Go through the data and copy each line where the string "name" appears.
BEGIN EXERCISE INPUTS
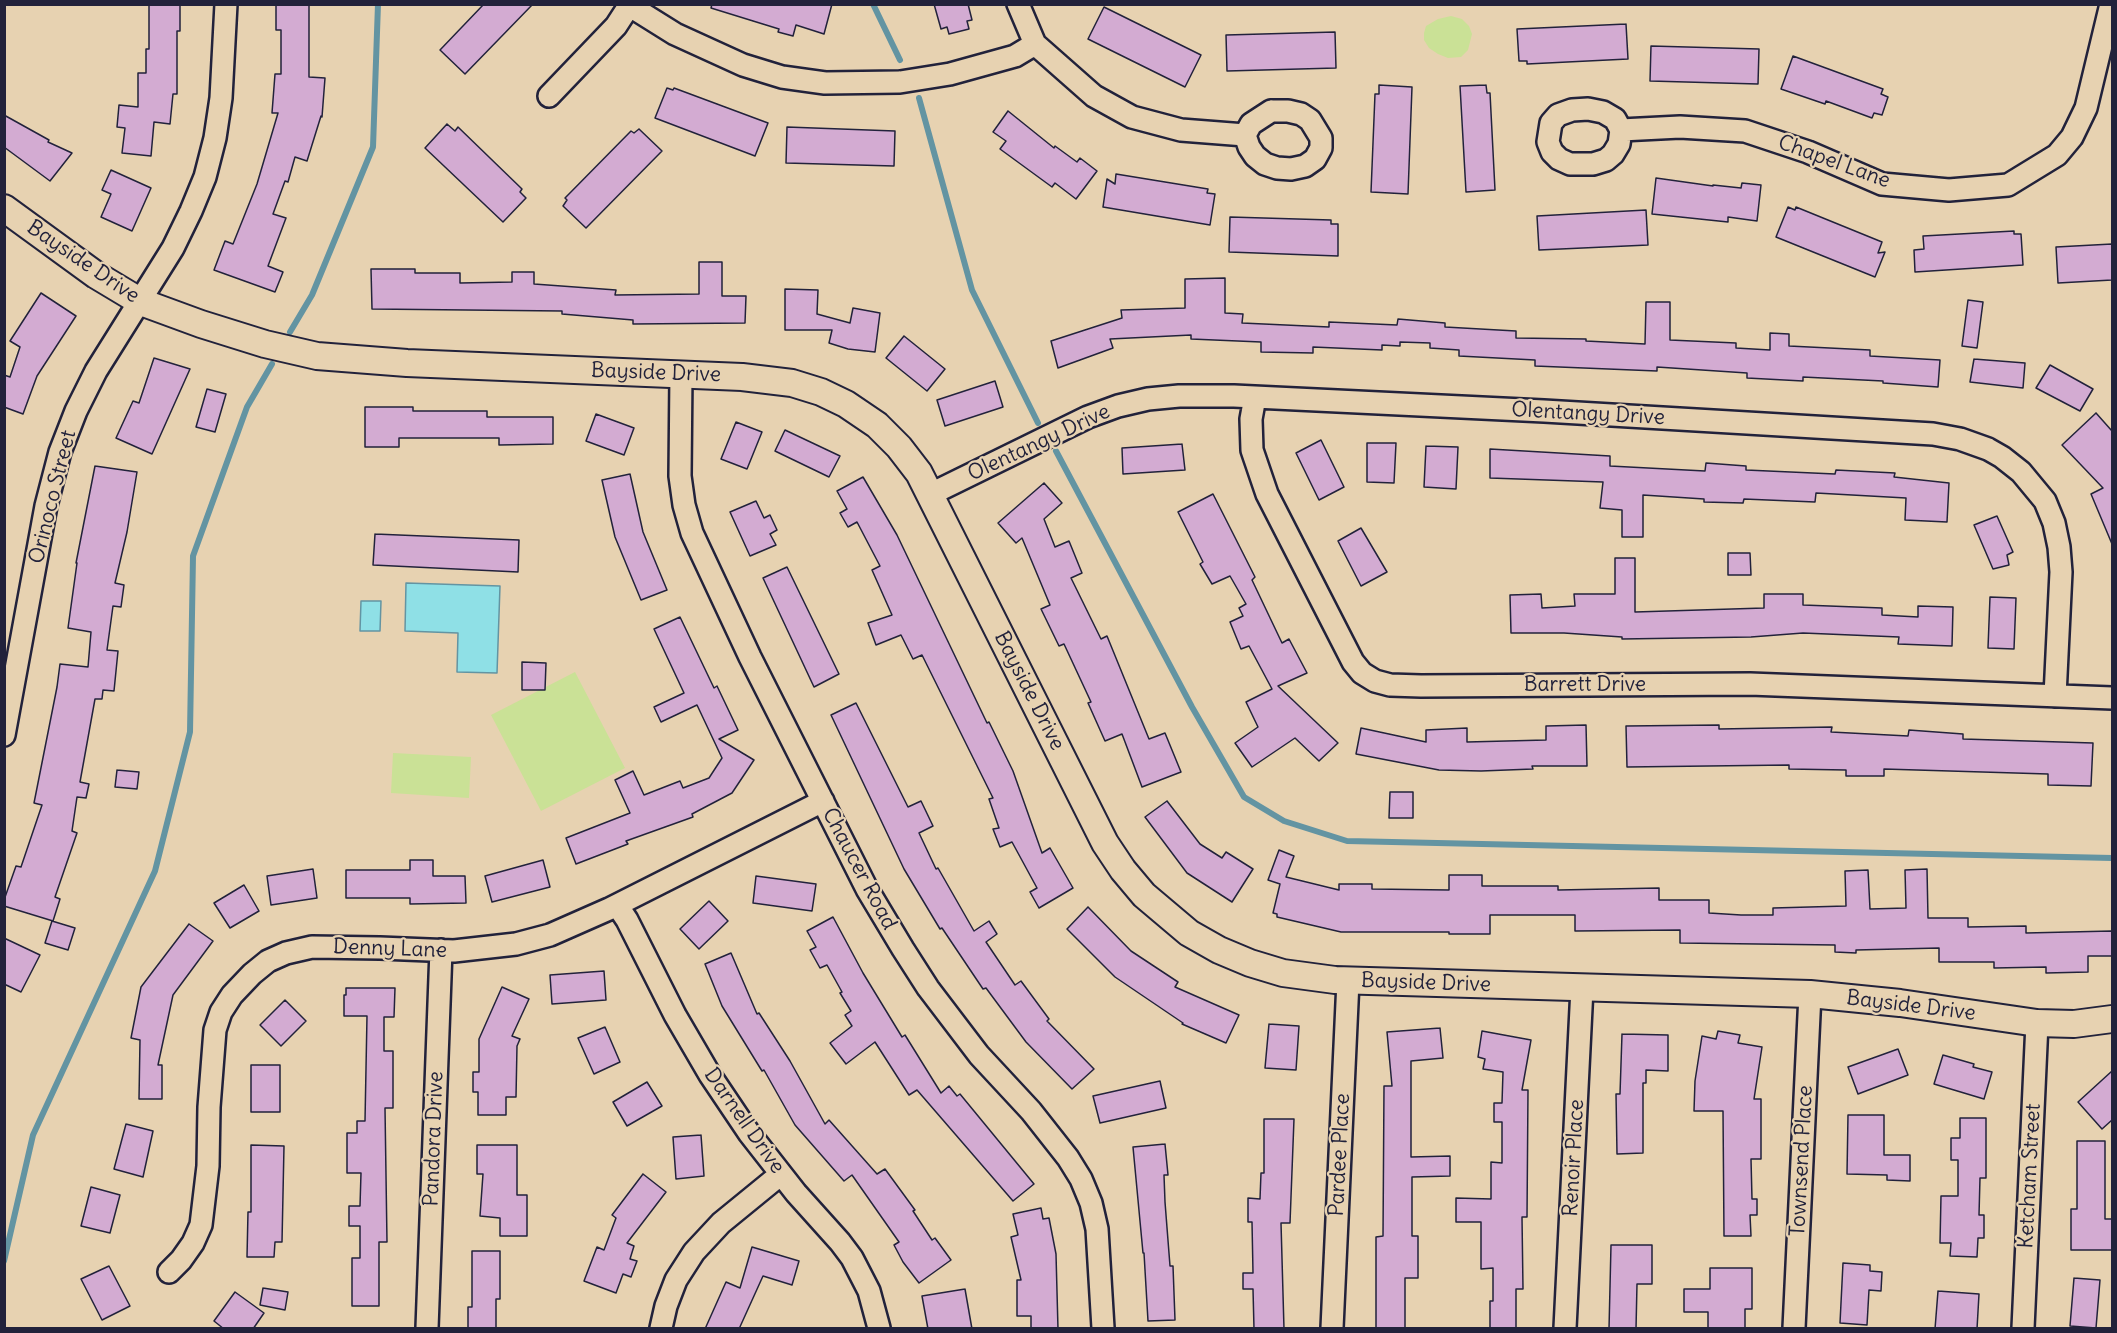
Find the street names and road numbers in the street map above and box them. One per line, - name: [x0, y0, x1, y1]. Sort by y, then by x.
END EXERCISE INPUTS
BEGIN EXERCISE INPUTS
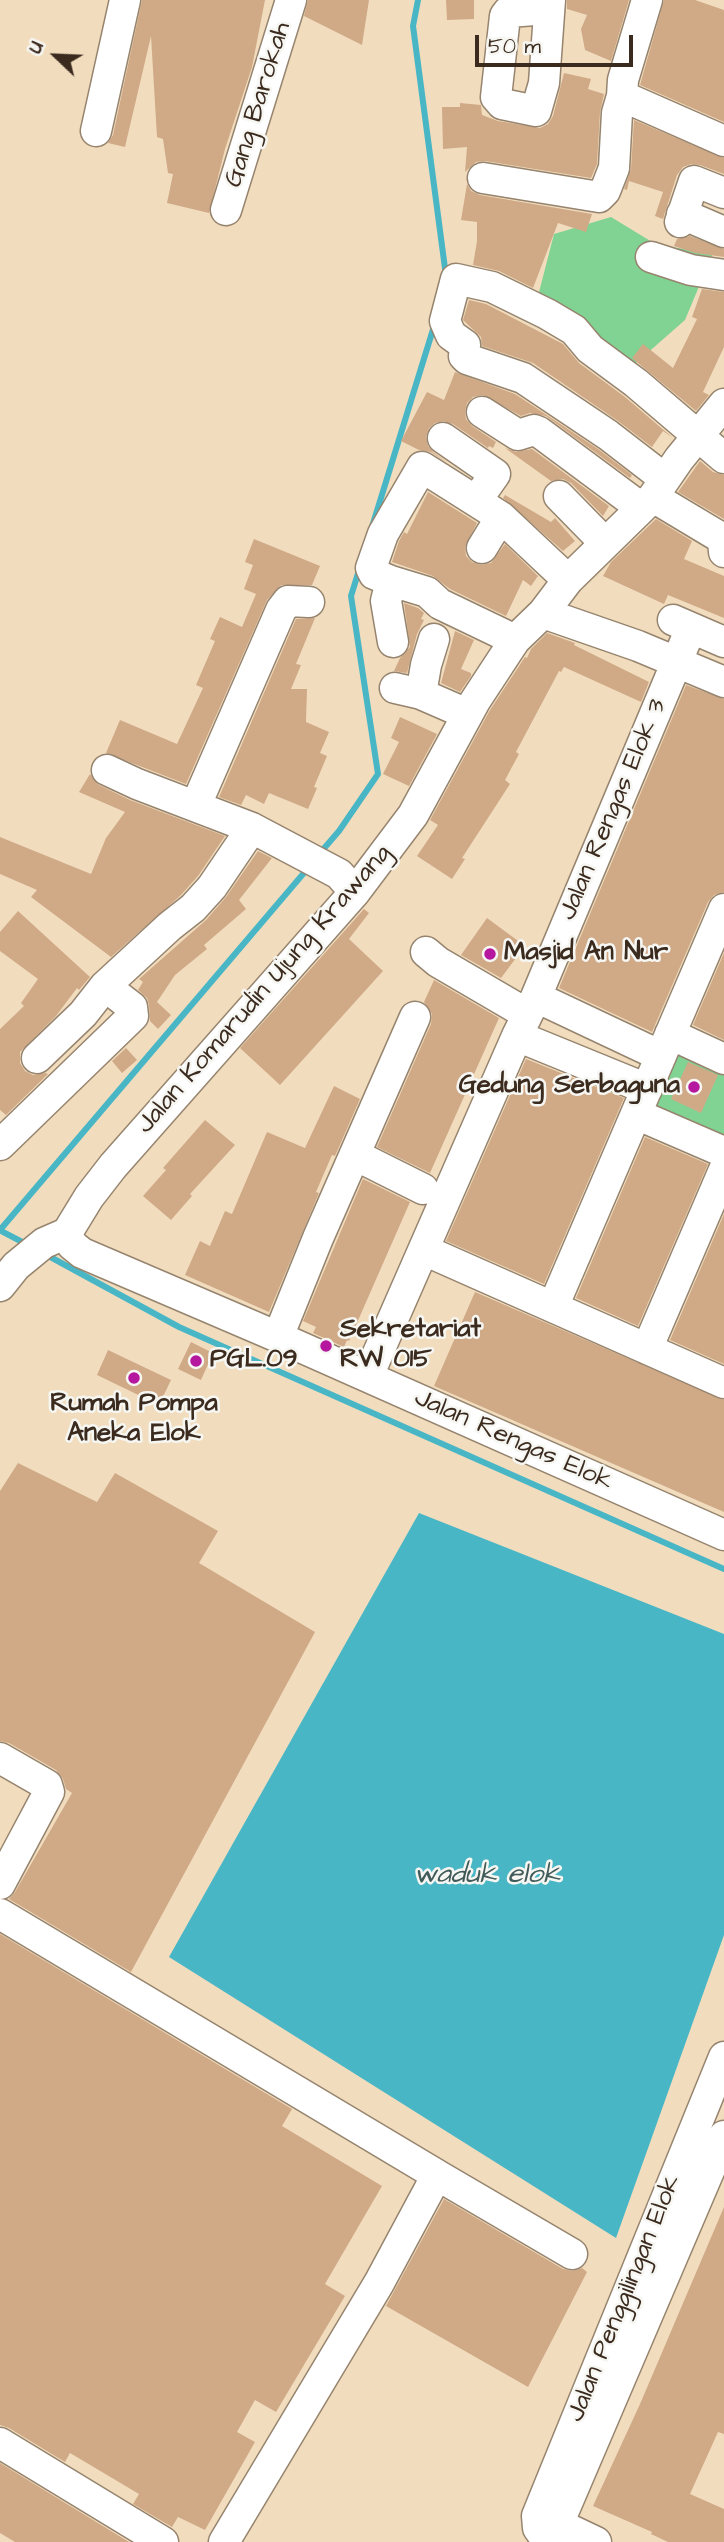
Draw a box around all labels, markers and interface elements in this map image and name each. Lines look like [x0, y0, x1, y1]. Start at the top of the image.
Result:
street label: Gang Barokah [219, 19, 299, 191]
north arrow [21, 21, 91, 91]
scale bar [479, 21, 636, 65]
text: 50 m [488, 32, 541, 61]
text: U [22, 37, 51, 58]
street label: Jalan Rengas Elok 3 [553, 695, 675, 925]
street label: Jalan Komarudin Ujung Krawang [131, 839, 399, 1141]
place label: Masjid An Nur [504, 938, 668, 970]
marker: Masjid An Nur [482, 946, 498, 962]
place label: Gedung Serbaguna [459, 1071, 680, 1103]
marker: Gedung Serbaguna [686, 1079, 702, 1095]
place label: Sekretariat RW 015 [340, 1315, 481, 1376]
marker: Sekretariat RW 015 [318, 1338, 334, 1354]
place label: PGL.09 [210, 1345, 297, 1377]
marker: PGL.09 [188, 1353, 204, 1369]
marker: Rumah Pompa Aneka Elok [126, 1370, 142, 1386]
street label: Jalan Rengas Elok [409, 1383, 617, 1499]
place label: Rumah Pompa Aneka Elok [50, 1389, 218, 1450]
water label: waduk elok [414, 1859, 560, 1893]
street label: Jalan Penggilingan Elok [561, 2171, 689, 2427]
END EXERCISE INPUTS
COMPLETED EXERCISE -
Find the street names and road numbers in the street map above and box them. One per line, - name: [x0, y0, x1, y1]. Sort by y, then by x.
Draw a box around all labels, markers and interface elements in this map image and name each. Lines look like [x0, y0, x1, y1]. Start at the top of the image.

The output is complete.